Tech accelerator launches at innovation Birmingham to support local entrepreneurs and SMEs

Bruntwood SciTech has partnered with Birmingham City Council and Birmingham City University to deliver a new tech accelerator designed to boost local procurement opportunities for innovative entrepreneurs and SMEs from the city’s burgeoning tech cluster.

The programme is funded by the West Midlands Combined Authority. Potential applicants to the new programme ‘Digital Innovation in Public Services’ (DIPS) are now being sought to develop tech-enabled solutions to address one of five key city challenges set out by Birmingham City Council.

The challenges cover planning and consultation processes, demand and transportation of food, transformation of the city’s mobility hubs, and two adult social care challenges.

Successful applicants will work on the challenges identified by the partnership while gaining six months’ free access to Bruntwood SciTech’s Innovation Birmingham campus that offers hotdesks, collaboration and meeting space, funding advice, workshops and events, as well as “one of the most established tech and digital communities in the UK”.

Bruntwood SciTech has also recently expanded its team of seasoned tech industry experts to mentor those who join the programme, alongside additional accelerator and business support programmes currently offered at the campus.

These include Serendip, offered in partnership with HS2, BNP Paribas and Supertech WM, and the Global Growth Programme being run in conjunction with West Midlands Growth Company. The experienced team now includes Dr Karthik Thangaraj, an experienced research engineer and former senior research fellow at the University of Birmingham.
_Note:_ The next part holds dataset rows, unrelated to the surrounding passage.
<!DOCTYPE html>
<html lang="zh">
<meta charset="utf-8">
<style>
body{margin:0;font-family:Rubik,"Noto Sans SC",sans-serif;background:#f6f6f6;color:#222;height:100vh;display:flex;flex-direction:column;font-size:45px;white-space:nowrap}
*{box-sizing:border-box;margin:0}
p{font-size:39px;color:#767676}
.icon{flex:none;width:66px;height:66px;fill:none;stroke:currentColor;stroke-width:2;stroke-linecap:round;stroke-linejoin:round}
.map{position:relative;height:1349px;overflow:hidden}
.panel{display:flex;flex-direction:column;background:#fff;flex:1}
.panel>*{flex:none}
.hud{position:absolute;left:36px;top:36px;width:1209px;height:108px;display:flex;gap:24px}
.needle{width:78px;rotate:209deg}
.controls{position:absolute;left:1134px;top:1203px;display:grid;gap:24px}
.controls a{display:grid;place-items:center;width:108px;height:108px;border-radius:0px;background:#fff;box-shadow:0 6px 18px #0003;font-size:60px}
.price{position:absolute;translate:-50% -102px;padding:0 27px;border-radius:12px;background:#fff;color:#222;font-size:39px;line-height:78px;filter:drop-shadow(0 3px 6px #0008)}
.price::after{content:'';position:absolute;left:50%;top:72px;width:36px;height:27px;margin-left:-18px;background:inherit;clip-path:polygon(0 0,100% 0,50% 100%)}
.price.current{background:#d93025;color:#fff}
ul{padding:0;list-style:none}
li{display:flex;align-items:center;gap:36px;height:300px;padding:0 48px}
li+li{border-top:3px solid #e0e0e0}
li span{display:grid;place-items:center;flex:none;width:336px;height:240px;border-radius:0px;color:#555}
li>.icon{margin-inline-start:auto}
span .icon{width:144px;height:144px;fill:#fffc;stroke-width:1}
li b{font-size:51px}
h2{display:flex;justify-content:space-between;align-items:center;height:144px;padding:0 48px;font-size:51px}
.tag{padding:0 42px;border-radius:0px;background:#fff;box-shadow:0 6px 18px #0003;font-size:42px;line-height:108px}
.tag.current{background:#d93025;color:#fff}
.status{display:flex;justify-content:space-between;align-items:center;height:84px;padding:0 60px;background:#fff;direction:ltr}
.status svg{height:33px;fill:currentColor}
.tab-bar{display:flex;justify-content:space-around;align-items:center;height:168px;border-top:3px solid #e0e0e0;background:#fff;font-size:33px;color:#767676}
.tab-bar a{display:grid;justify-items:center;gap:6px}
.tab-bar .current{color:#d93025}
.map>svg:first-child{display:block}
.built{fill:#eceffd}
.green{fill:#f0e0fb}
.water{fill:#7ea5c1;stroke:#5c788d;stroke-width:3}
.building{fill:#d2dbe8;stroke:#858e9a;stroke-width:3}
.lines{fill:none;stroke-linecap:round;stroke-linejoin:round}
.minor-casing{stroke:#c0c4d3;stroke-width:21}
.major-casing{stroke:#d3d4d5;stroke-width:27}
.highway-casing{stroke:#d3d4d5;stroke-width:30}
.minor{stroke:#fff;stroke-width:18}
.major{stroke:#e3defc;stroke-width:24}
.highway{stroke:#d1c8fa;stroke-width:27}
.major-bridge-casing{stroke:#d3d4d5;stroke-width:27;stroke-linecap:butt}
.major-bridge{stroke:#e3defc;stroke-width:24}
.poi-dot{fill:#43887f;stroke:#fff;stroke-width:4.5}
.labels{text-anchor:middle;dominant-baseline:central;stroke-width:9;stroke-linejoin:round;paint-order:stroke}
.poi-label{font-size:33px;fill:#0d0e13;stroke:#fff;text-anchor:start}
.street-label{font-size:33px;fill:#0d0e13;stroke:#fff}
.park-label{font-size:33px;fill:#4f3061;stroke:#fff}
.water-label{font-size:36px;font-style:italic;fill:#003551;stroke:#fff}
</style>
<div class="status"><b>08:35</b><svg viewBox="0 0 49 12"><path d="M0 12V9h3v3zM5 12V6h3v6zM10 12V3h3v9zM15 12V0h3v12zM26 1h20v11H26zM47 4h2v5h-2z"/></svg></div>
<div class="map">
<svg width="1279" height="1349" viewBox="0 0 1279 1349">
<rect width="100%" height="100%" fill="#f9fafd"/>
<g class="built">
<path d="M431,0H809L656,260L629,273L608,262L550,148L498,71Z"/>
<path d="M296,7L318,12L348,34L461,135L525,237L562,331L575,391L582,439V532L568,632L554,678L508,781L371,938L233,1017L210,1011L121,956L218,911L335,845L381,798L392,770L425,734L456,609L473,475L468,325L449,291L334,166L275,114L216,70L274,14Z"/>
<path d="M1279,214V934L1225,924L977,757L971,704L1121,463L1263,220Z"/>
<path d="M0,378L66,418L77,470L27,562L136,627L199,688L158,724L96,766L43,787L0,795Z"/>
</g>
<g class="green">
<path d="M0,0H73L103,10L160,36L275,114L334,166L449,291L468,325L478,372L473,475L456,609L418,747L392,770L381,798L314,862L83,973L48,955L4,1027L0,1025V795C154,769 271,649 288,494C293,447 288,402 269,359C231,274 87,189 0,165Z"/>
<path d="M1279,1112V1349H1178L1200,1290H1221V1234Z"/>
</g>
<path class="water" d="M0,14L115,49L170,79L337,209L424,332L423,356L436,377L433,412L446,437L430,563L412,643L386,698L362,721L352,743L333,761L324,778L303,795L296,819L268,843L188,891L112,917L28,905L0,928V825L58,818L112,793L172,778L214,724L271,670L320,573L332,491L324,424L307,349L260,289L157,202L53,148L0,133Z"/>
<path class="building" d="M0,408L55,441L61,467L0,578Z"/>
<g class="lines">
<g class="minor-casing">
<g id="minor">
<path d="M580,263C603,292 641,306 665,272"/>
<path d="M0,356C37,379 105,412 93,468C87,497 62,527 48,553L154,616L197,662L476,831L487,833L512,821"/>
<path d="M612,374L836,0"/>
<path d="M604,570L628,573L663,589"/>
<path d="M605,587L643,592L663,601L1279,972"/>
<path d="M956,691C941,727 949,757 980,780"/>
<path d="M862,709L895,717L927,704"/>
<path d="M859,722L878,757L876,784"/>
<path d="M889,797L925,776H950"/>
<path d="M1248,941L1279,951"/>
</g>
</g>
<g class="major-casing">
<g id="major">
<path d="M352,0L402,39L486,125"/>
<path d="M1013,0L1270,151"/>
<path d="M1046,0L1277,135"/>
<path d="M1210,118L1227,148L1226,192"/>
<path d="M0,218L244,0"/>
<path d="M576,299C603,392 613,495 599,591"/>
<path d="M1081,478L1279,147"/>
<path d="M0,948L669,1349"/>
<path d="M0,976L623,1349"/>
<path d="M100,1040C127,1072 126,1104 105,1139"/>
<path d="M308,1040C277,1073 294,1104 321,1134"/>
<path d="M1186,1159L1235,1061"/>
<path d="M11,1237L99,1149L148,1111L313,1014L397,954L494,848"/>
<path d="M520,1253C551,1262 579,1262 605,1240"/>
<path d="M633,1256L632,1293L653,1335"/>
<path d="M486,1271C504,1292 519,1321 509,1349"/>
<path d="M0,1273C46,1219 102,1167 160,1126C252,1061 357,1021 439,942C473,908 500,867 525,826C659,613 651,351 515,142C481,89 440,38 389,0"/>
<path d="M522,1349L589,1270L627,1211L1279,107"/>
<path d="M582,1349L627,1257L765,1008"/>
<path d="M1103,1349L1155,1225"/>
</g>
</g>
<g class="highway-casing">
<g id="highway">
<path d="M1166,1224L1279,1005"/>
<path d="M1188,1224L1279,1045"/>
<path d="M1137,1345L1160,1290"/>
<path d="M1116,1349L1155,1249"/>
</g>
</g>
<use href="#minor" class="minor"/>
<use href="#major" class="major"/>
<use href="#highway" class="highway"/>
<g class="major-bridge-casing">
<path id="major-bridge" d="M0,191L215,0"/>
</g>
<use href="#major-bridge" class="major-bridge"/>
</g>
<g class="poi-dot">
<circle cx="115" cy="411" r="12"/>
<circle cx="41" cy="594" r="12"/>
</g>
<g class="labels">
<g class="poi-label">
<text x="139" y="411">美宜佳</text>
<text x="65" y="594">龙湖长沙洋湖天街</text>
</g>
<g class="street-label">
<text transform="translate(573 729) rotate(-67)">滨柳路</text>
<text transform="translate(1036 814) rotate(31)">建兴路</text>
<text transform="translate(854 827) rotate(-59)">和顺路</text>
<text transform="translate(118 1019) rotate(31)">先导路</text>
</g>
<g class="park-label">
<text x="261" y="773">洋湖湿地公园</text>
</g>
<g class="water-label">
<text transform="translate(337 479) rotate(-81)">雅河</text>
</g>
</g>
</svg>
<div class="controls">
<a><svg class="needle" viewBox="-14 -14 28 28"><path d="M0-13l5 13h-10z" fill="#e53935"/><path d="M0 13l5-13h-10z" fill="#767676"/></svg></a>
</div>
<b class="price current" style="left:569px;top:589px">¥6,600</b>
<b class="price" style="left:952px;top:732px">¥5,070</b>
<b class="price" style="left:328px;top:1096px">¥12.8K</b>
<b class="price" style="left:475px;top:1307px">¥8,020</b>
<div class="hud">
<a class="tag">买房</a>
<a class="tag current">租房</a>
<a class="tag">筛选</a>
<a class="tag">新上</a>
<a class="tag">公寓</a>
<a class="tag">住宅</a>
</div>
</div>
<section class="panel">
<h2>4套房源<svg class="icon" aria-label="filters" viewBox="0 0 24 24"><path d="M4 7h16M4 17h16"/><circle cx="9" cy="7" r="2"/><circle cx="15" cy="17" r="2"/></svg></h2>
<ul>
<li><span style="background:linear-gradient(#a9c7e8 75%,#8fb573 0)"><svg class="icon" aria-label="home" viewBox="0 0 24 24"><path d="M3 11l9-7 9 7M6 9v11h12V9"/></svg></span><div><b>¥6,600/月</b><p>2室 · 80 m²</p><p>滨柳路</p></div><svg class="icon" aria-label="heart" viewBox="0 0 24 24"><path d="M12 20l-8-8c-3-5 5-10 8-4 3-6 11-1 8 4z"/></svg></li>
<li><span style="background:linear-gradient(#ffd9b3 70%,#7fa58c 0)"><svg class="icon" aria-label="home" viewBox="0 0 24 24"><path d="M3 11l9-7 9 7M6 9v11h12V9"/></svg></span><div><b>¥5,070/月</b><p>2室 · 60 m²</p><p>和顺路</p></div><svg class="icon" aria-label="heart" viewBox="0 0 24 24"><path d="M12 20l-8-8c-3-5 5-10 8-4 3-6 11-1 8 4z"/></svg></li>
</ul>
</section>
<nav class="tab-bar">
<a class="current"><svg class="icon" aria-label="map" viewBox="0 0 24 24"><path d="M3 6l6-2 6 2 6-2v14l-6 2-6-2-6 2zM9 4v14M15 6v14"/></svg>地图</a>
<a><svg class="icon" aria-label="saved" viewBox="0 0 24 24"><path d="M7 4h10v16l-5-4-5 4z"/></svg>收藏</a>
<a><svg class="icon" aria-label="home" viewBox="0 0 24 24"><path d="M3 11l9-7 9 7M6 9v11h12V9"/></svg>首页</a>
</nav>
The programme will also be supported by external mentor Debbie Assinder, West Midlands enterprise champion at Enterprise Nation, who has more than 20 years’ experience supporting early stage startups.

Bruntwood SciTech, a 50:50 joint venture between Bruntwood and Legal & General, anticipates a range of applicants, from early stage start-ups and university R&D spin offs to individuals working in app development.

Katharine Fuller, head of innovation services at Innovation Birmingham, commented: “DIPS provides a new mechanism to drive innovation and new technologies in public sector procurement through early engagement with innovative SMEs developing products that deliver on specific public sector challenges.

“This new accelerator will harness demand for innovation, facilitate a better process for the public and private sectors to come together to develop new solutions, and stimulate growth in the local economy.”